**WHAT NEEDS TO BE DONE:** For every record that follows, write out the text exactly and omit the picture, if one is present.

-------- INPUT DATA

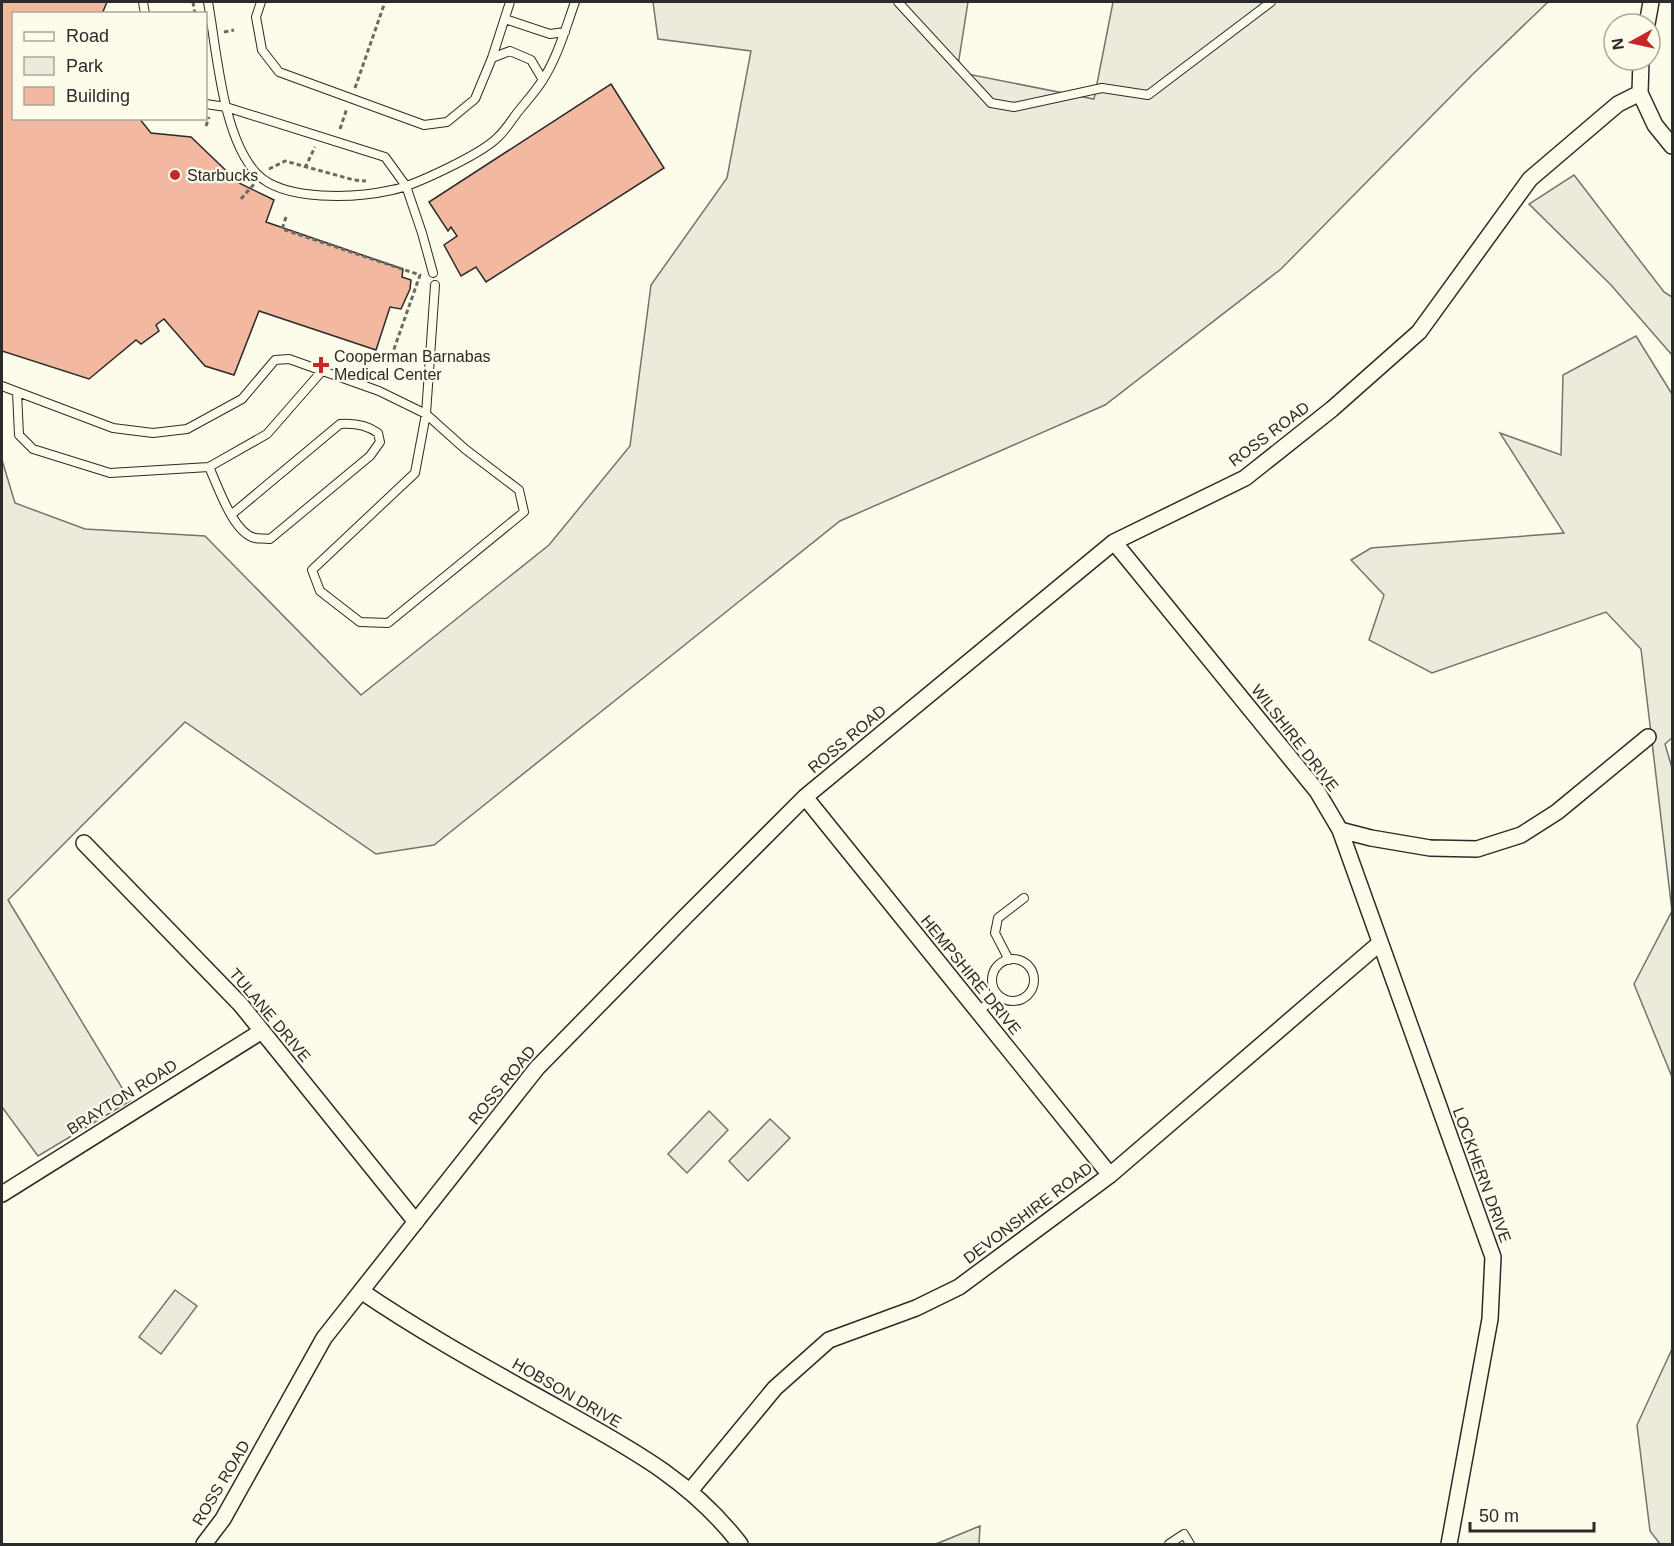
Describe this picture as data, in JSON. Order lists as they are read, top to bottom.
{
  "streets": {
    "street": [
      "ROSS ROAD",
      "WILSHIRE DRIVE",
      "HEMPSHIRE DRIVE",
      "TULANE DRIVE",
      "BRAYTON ROAD",
      "LOCKHERN DRIVE",
      "DEVONSHIRE ROAD",
      "HOBSON DRIVE"
    ]
  },
  "crossings": [
    ["ROSS ROAD", "WILSHIRE DRIVE"],
    ["ROSS ROAD", "HEMPSHIRE DRIVE"],
    ["ROSS ROAD", "TULANE DRIVE"],
    ["ROSS ROAD", "HOBSON DRIVE"],
    ["WILSHIRE DRIVE", "LOCKHERN DRIVE"],
    ["HEMPSHIRE DRIVE", "DEVONSHIRE ROAD"],
    ["TULANE DRIVE", "BRAYTON ROAD"],
    ["LOCKHERN DRIVE", "DEVONSHIRE ROAD"],
    ["DEVONSHIRE ROAD", "HOBSON DRIVE"]
  ],
  "places": {
    "other": ["Starbucks"],
    "health": ["Cooperman Barnabas Medical Center"]
  },
  "legend": ["Road", "Park", "Building"],
  "scale_bar": "50 m",
  "north": "left"
}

----------------

**SOLUTION BELOW:**
Describe this picture as data, in JSON. Order lists as they are read, top to bottom.
{
  "streets": {
    "street": [
      "ROSS ROAD",
      "WILSHIRE DRIVE",
      "HEMPSHIRE DRIVE",
      "TULANE DRIVE",
      "BRAYTON ROAD",
      "LOCKHERN DRIVE",
      "DEVONSHIRE ROAD",
      "HOBSON DRIVE"
    ]
  },
  "crossings": [
    ["ROSS ROAD", "WILSHIRE DRIVE"],
    ["ROSS ROAD", "HEMPSHIRE DRIVE"],
    ["ROSS ROAD", "TULANE DRIVE"],
    ["ROSS ROAD", "HOBSON DRIVE"],
    ["WILSHIRE DRIVE", "LOCKHERN DRIVE"],
    ["HEMPSHIRE DRIVE", "DEVONSHIRE ROAD"],
    ["TULANE DRIVE", "BRAYTON ROAD"],
    ["LOCKHERN DRIVE", "DEVONSHIRE ROAD"],
    ["DEVONSHIRE ROAD", "HOBSON DRIVE"]
  ],
  "places": {
    "other": ["Starbucks"],
    "health": ["Cooperman Barnabas Medical Center"]
  },
  "legend": ["Road", "Park", "Building"],
  "scale_bar": "50 m",
  "north": "left"
}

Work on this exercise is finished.